Business/Product Questions
Q9: How would you measure the success of Facebook’s News Feed?
Answer structure: 1. Clarify goal: User engagement, revenue, user growth? 2. Define metrics: - Primary: Daily Active Users (DAU), Time Spent - Secondary: Posts viewed, likes, comments, shares - Guardrail: User retention, complaints 3. Tradeoffs: More engagement vs. user well-being 4. How to measure: A/B testing, user surveys
Q10: Our website traffic is down 20% this week. How would you investigate?
Answer (systematic approach):
1. Validate the data: - Is tracking working correctly? - Any recent code changes? - Compare multiple data sources
2. Segment the drop: - Which pages? - Which traffic sources (organic, paid, direct)? - Which devices (mobile, desktop)? - Which countries/regions?
3. Check external factors: - Holidays or weekends? - Competitor campaigns? - Industry trends? - Technical issues (site speed, downtime)?

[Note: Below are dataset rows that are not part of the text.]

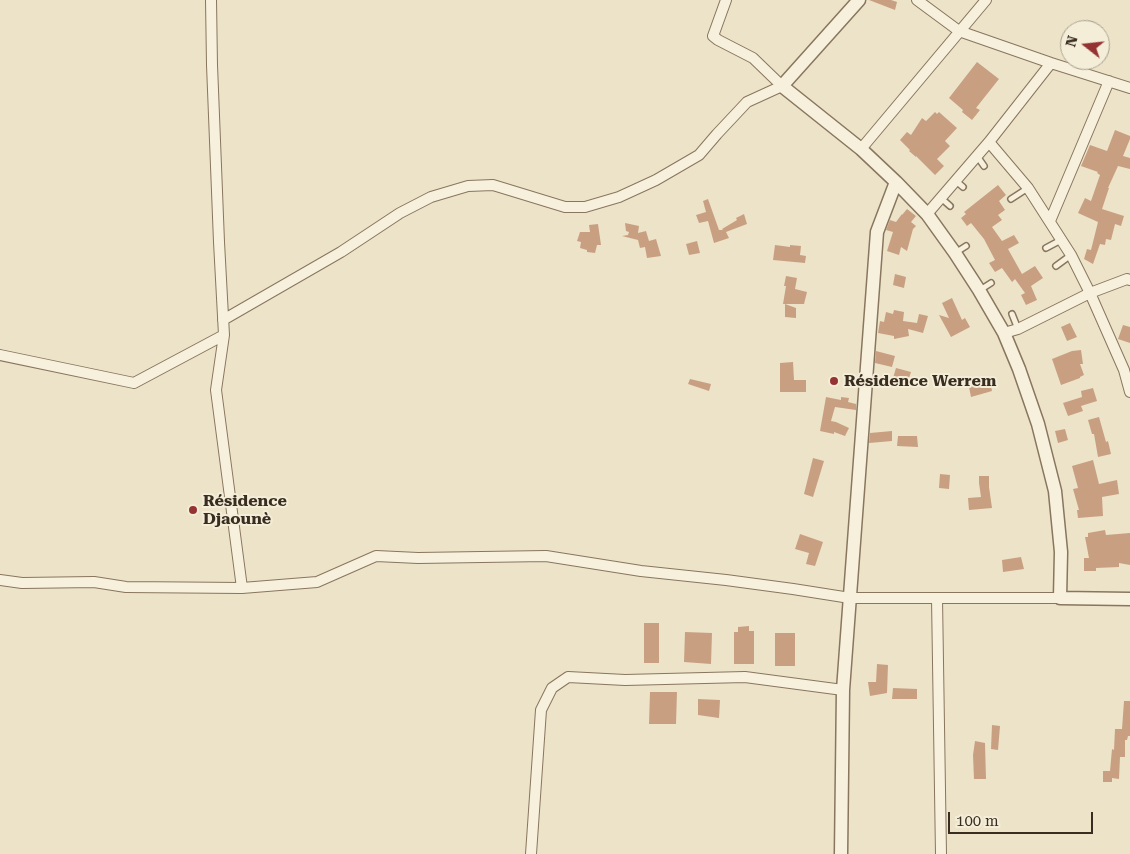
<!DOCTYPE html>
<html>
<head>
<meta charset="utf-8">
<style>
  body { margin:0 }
  #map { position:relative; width:1130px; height:854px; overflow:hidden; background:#ede3c9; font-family:"Roboto Serif",serif }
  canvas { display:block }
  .north { position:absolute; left:1060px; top:20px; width:50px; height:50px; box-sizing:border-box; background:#f4edd8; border:1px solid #a9a08f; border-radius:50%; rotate:286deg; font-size:14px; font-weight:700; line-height:20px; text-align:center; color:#392d21 }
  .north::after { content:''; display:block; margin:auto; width:18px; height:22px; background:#943332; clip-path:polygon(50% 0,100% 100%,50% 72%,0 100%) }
  .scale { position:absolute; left:948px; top:812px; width:145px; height:22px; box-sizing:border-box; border:2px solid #392d21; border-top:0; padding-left:6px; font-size:15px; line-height:18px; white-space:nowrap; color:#392d21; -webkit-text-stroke:4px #f4edd8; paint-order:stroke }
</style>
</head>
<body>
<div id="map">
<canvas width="1130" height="854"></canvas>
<div class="north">N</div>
<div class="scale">100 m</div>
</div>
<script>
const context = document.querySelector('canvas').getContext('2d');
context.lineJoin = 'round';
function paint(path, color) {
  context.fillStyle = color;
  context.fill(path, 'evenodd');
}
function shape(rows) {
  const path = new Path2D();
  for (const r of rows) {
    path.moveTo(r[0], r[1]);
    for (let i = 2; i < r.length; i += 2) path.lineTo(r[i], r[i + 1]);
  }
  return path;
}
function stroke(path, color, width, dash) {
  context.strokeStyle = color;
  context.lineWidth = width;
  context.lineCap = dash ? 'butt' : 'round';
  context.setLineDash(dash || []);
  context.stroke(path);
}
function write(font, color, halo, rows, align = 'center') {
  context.font = font + ' "Roboto Serif",serif';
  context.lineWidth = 4;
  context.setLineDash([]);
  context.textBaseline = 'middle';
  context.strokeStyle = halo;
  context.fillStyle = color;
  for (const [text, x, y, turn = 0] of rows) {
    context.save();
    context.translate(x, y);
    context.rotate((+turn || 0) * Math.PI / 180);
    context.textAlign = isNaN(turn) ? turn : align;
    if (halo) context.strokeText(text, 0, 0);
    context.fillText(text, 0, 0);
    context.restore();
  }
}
const building = shape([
  [869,0,891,0,897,2,895,10],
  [977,62,999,79,976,108,980,110,972,120,962,112,963,110,949,98],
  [935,112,937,114,939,112,957,128,945,141,950,146,937,159,944,166,935,175,916,156,916,157,909,151,910,150,900,140,907,132,911,135,922,118,926,121],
  [1115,130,1130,136,1130,139,1123,156,1130,158,1130,169,1118,166,1108,188,1109,188,1102,209,1124,216,1121,226,1115,224,1111,240,1106,239,1105,245,1100,244,1093,264,1084,259,1087,249,1091,250,1098,222,1078,213,1085,198,1091,201,1100,175,1097,173,1098,172,1081,166,1090,145,1107,151],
  [998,185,1006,195,999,201,1005,210,998,215,1002,220,992,227,1002,241,1014,235,1019,243,1008,249,1022,274,1035,266,1043,278,1031,286,1037,300,1026,305,1021,295,1025,293,1015,279,1012,282,1002,268,995,272,989,263,995,260,984,239,971,223,967,226,961,218,966,214,964,212],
  [708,199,719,230,723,230,722,229,737,220,736,218,744,214,747,224,726,232,729,238,714,243,708,221,699,223,696,215,706,212,703,201],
  [907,209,916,216,911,222,916,226,913,229,907,251,901,247,899,255,887,251,893,232,886,230,890,220,896,222,902,214,902,215],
  [625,223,639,226,638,233,646,231,649,241,656,239,661,256,647,258,645,247,640,248,638,240,622,236,628,235,629,232,626,231],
  [598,224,601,245,597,245,595,253,587,252,587,250,580,248,581,242,577,241,580,232,590,232,589,225],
  [697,241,700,253,689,255,686,244],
  [775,245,790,247,790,245,801,246,800,255,806,256,805,263,773,260],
  [895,274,906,277,904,288,893,285],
  [786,276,797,278,795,289,807,292,804,304,783,304,786,286,784,286],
  [952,298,962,320,965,318,970,327,951,337,939,315,949,318,942,303],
  [785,304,796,308,796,318,785,317],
  [894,310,904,312,903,321,917,323,919,314,928,316,923,333,908,329,909,336,894,339,894,336,878,333,880,321,884,322,886,312,893,314],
  [1070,323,1077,337,1067,341,1061,327],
  [1123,325,1130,327,1130,343,1118,339],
  [1081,350,1083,364,1080,364,1084,375,1080,377,1080,378,1061,385,1052,359,1072,351],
  [876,351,895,356,892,367,875,363],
  [793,362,794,380,806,380,806,392,780,392,780,363],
  [896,368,911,372,908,381,906,380,906,382,893,378],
  [690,379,711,384,709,391,688,384],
  [990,381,992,391,971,397,969,387],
  [1093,388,1097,401,1081,406,1083,411,1068,416,1063,403,1082,397,1081,391],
  [826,397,841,400,841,397,849,398,848,402,856,404,856,410,835,407,831,421,836,422,849,428,845,436,834,432,834,434,820,431],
  [1099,417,1106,442,1108,441,1111,454,1098,457,1094,434,1092,434,1088,420],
  [1065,429,1068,440,1058,443,1055,431],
  [892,431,892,441,869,443,870,433],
  [898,436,917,436,918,447,897,446],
  [813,458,824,461,813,497,804,494],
  [1093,460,1099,484,1117,480,1119,494,1102,497,1103,516,1078,518,1077,510,1079,510,1073,489,1078,488,1072,466],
  [940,474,950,475,949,489,939,488],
  [979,476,989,476,989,487,992,508,969,510,968,498,981,497,979,483],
  [1105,530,1106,535,1130,533,1130,565,1119,563,1119,567,1096,568,1096,571,1084,571,1084,558,1089,558,1085,537,1088,537,1088,533],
  [800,534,823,542,815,566,806,564,809,553,795,549],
  [1021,557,1024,569,1003,572,1002,560],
  [644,623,659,623,659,663,644,663],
  [749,626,749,631,754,631,754,664,734,664,734,632,738,632,738,627],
  [685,632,712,633,711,664,684,662],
  [775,633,795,633,795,666,775,666],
  [877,664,888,665,887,693,870,696,868,682,876,682],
  [893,688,917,689,917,699,892,699],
  [650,692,677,692,676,724,649,724],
  [698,699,720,700,719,718,698,715],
  [1124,701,1130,701,1130,736,1128,736,1127,740,1125,740,1125,757,1120,757,1119,779,1112,778,1112,782,1103,782,1103,771,1110,771,1112,749,1114,750,1115,729,1122,729],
  [992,725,1000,726,998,750,991,749],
  [975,741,985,743,986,779,974,779,973,755]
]);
const service = shape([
  [977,156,984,166],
  [956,181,963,187],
  [941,198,950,206],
  [1011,199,1028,188],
  [1046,248,1061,240],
  [955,253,966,246],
  [1056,266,1071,255],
  [980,290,991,283],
  [1012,314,1018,329]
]);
const minor = shape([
  [211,0,212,65,219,242,224,335,216,390,242,588],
  [917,0,959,31,1051,63,1130,88],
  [989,142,1028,188,1071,255,1090,293,1124,370,1130,392],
  [861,149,986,0],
  [927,214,989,142,1051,63],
  [1050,221,1109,81],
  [223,320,341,252,400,213,431,197,468,186,493,185,565,207,585,207,619,197,656,180,699,155,717,134,747,102,782,86,753,58,718,40,713,36,726,0],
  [1004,333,1018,329,1090,293,1127,279,1130,280],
  [0,355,134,383,224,335],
  [0,580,22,583,94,582,126,587,242,588,317,582,376,556,418,558,546,556,641,571,726,580,793,589,850,598,1060,598],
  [937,598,941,854],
  [531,854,541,710,552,688,568,677,625,680,745,677,843,690]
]);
const tertiary = shape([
  [859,0,782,86,861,149,896,182,927,214,955,253,979,290,1004,333,1019,369,1038,424,1055,491,1061,552,1060,598,1130,599],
  [841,854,843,690,877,232,896,182]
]);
const markers = [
  [834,381,5,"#943332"],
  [193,510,5,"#943332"]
];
const poiNames = [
  ["Résidence Werrem",844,381],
  ["Résidence",203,501],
  ["Djaounè",203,519]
];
paint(building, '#c8a081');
stroke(service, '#88765e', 8);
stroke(minor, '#88765e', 12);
stroke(tertiary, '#88765e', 15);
stroke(service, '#f7f0dc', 5);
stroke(minor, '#f7f0dc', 10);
stroke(tertiary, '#f7f0dc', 12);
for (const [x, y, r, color] of markers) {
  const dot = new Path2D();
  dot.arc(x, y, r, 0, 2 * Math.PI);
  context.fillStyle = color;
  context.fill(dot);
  stroke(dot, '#f4edd8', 2);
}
write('bold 16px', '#392d21', '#f4edd8', poiNames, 'left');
</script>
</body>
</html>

4. Correlate with changes: - Recent marketing campaigns ended? - SEO ranking changes? - Price changes? - Site redesign?
5. Recommend action based on findings
Technical Case Study
Q11: Design a dashboard for an e-commerce company
Answer structure:
1. Understand stakeholders: - CEO: Revenue, growth metrics - Marketing: Traffic, conversion, CAC - Operations: Orders, inventory, fulfillment
2. Key metrics: - Revenue metrics: Total revenue, AOV, revenue by category - Traffic metrics: Visits, unique visitors, traffic sources - Conversion: Conversion rate, cart abandonment - Customer: New vs. returning, LTV, retention
3. Dashboard design:
+------------------+------------------+
| Total Revenue | Total Orders |
| $1.2M | 15,234 |
+------------------+------------------+
| Revenue Trend Over Time |
| (Line chart) |
+-------------------------------------+
| Top Products | Traffic Sources |
| (Bar chart) | (Pie chart) |
+------------------+------------------+
4. Interactivity: - Date range filter - Category selector - Drill-down capabilities
Behavioral Questions
Q12: Tell me about a time you made a mistake in your analysis
Answer using STAR method:
Situation: “In my previous role, I was analyzing customer churn…”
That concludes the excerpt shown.